Before turning off the Ruta 9 to face 31 kilometres of headwinds all the way to the coast, we stop at the tourist bureau outside town for information and to pick up some maps of the area. The campground at La Paloma (73km; 373m) is again old and falling apart, though it is a fraction cleaner than the last one. It is also only 100 pesos per person per night. After choosing a quiet spot close to the ocean and setting up camp, Ali gets to enjoy his first beer in Uruguay. Quite unusual for him to be 9 days in a country and not to have sampled the local brew. Unfortunately, beer prices are sky high, which has resulted in the dry period. Even though the facilities are in need of a bit of tender loving care, the shower is quite amazing and good enough reason to relax by the ocean tomorrow and stay one extra night. The mosquitoes have a completely different idea about exactly how long we can relax for.

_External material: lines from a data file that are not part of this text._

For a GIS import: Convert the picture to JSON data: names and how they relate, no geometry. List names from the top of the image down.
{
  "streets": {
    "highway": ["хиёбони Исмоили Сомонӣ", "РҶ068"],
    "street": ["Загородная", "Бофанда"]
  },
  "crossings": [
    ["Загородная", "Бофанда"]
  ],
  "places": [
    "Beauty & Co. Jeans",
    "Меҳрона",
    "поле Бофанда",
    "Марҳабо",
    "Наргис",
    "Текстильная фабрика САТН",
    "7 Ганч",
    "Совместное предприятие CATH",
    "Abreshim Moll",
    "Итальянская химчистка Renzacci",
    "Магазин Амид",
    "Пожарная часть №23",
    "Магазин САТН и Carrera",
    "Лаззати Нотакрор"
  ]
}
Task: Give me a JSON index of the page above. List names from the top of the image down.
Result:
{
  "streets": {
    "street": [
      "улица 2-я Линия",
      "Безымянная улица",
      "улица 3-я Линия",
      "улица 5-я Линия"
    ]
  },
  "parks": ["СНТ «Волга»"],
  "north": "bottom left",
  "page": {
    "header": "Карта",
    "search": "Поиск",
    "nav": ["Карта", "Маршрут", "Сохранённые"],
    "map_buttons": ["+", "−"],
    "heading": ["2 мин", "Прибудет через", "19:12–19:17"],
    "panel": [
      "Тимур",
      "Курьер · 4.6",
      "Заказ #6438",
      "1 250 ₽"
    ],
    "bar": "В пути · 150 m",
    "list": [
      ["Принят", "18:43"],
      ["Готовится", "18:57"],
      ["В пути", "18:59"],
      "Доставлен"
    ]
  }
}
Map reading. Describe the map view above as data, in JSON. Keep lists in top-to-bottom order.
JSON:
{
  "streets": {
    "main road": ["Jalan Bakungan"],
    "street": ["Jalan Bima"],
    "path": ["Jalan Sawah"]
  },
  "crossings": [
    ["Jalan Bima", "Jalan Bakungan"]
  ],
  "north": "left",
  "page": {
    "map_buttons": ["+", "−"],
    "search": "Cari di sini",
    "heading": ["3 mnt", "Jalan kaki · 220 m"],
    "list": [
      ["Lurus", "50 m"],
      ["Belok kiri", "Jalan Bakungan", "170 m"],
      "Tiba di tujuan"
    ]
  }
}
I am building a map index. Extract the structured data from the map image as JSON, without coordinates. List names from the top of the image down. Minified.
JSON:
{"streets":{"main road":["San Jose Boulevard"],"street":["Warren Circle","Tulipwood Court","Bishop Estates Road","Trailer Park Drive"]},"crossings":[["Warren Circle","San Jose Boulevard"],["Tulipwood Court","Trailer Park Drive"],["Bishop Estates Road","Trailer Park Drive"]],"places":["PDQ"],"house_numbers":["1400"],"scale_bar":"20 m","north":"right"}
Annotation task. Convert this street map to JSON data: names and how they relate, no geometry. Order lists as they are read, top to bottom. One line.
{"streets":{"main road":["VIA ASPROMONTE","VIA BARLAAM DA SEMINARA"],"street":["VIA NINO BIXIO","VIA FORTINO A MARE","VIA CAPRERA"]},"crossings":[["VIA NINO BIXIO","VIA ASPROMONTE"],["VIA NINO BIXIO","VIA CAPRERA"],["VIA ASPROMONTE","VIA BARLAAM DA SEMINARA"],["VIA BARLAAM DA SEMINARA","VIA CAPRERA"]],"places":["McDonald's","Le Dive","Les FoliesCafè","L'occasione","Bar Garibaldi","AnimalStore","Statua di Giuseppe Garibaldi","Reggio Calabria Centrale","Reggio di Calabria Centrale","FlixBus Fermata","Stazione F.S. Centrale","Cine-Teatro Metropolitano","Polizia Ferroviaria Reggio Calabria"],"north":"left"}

Given that the country is four and a half times bigger than The Netherlands and only has a population of nearly 3.5 million - of which 1.3 million live in its capital - it is no wonder that Uruguay is a really laid back place to visit. And with its gorgeous stretches of remote coastline, it is certainly no surprise that many Europeans and North Americans are buying up property here and making this South American country their annual holiday destination. Though it must be said that everything is expensive here: far more expensive than anywhere else on this continent.

Food is pretty limited in Uruguay and vegetables especially lack variety and quality. Many products come from Argentina as well as Paraguay and Brazil. And if you are hopping across from Argentina, you'd do well to pop a couple of bottles of the favourite wine in the bags: Uruguayan wine is above all expensive but also quite inferior to the fermented grape juice produced by its western neighbours. The name Uruguay apparently means river of the colourful birds. And they certainly have plenty of feathery friends flying their vibrant splendor around. Unfortunately, the country is plagued with another, less attractive flying animal as well: the mosquito.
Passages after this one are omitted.